Development of Eutectic Ionic Liquids as an Electrolyte in Dye-Sensitized Solar Cells (DSSCs)

Ionic liquids (ILs) have been widely used as an electrolyte in dye sensitized solar cells (DSSCs) to replace the organic solvents due to their non-flammability, chemical and thermal stability as well as less prone to evaporation and leakage. However, some of the ILs possessed high viscosity and low ionic conductivity. Therefore, the target of this study is to develop eutectic ILs mixture as an electrolyte with low viscosity, high ionic conductivity and able to be operated at room temperature conditions. In this work, a series of eutectic ILs mixtures composed of 1-ethyl-3-methylimidazolium iodide [C2C1mim] I, 1-ethylpyridinium iodide [C2py]I, 1-propylpyridinium [C3py]I and 1-butylpyridinium iodide [C4py]I were developed and characterized as potential electrolytes in DSSCs.
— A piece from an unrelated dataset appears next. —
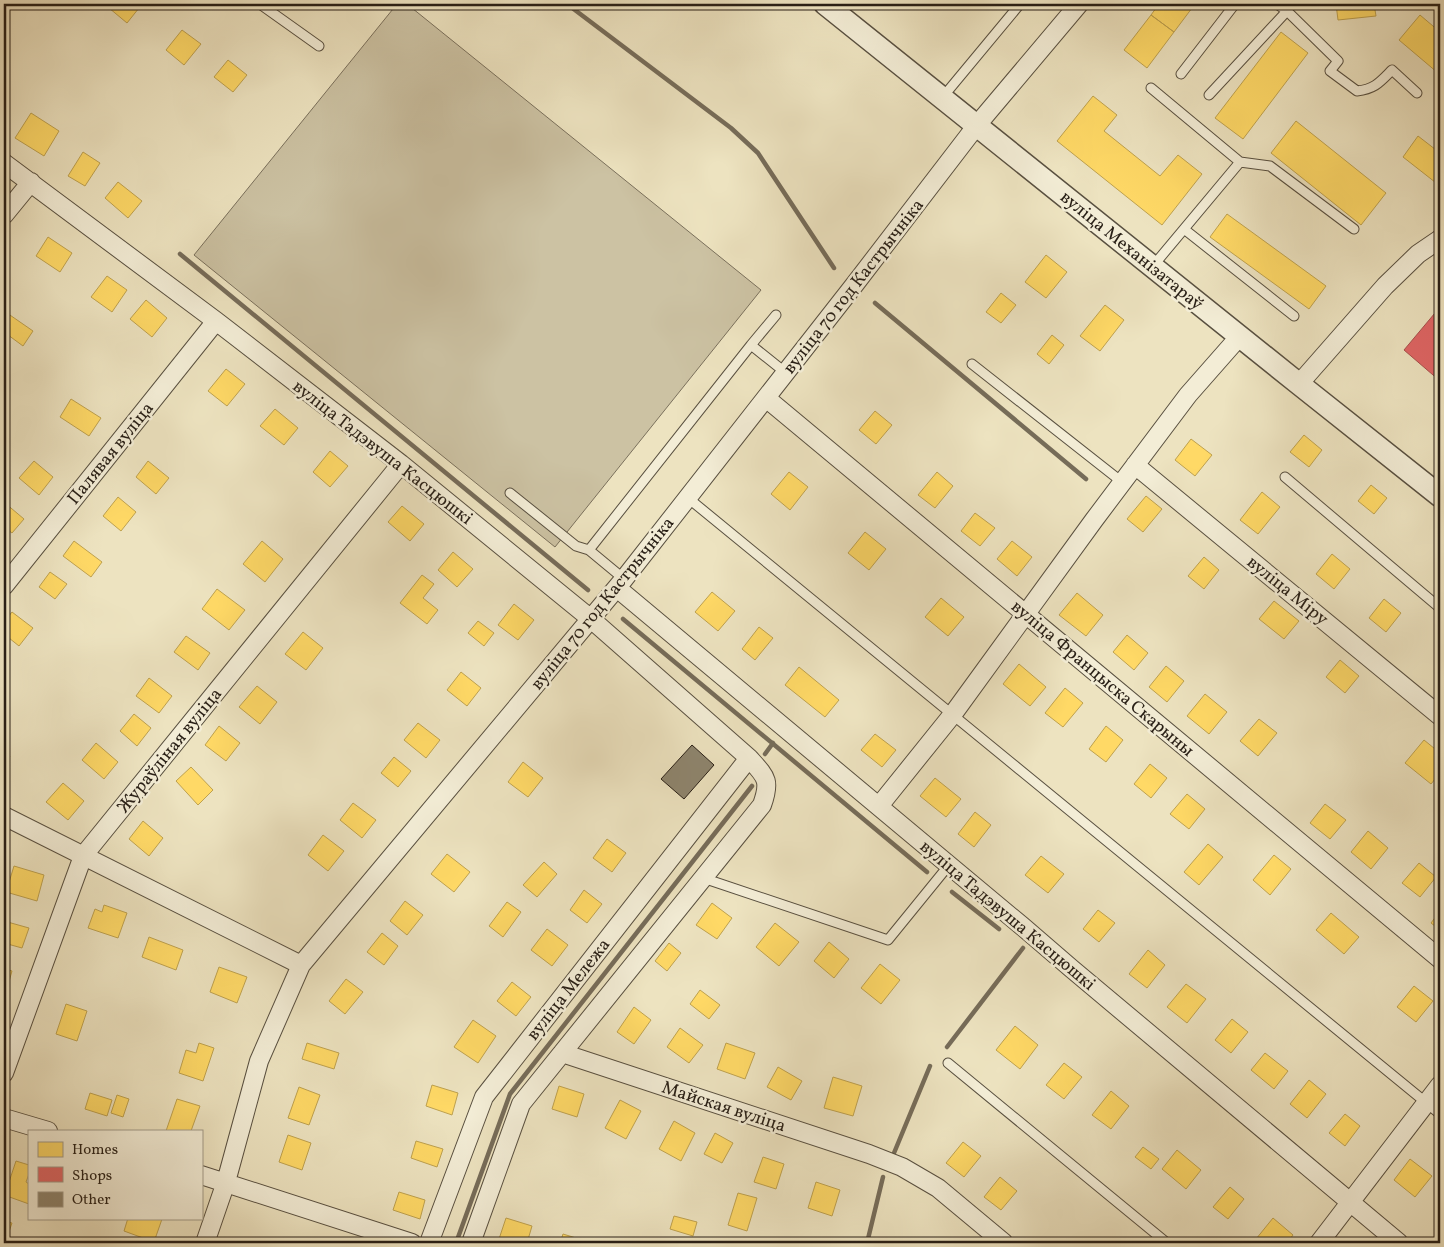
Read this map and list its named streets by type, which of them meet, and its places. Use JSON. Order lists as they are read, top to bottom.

The eutectic ILs mixtures are mixed at different ratios to evaluate their thermodynamic behavior and physicochemical properties. The melting temperature of pure ILs and the mixtures were determined using differential scanning calorimetry (DSC) in the temperature range of 123.15 K to 393.15 K. It is found that eutectic mixtures were formed at the molar ratios of {0.75[C2py]I : 0.25[C2C1im]I}, {0.25[C2py]I : 0.75[C2C1im]I}, {0.50[C2py]I : 0.50[C2C1im]I}, {0.75[C4py]I : 0.25[C2C1im]I}, {0.25[C4py]I : 0.75[C2C1im]I} and {0.50[C4py]I : 0.50[C2C1im]I} with the latter forming a highly stable liquid with no apparent melting peak in the studied temperature range. To understand the formation of eutectic composition, a correlation between molecular structures and the interaction energies of the cations and anions of ILs was performed using Conductor-like Screening Model for Real Solvents (COSMO-RS). Dynamic viscosities of the binary mixtures and eutectic ILs electrolytes were evaluated in the temperature range of 283.15 K to 353.15 K with 10 K increments. The highest ionic conductivity was exhibited by the eutectic ILs electrolyte {0.50[C2C1im] I:0.50[C4py] I: I2 (50 wt%)} at 9.67 mS·cm−1. Further photovoltaic performance evaluation of fabricated DSSCs showed a power conversion of 0.51% short circuit current, JSC at 2.68 mA/cm2 and open-circuit voltage, VOC of 0.43 V demonstrating its potential for electrolyte application in DSSC.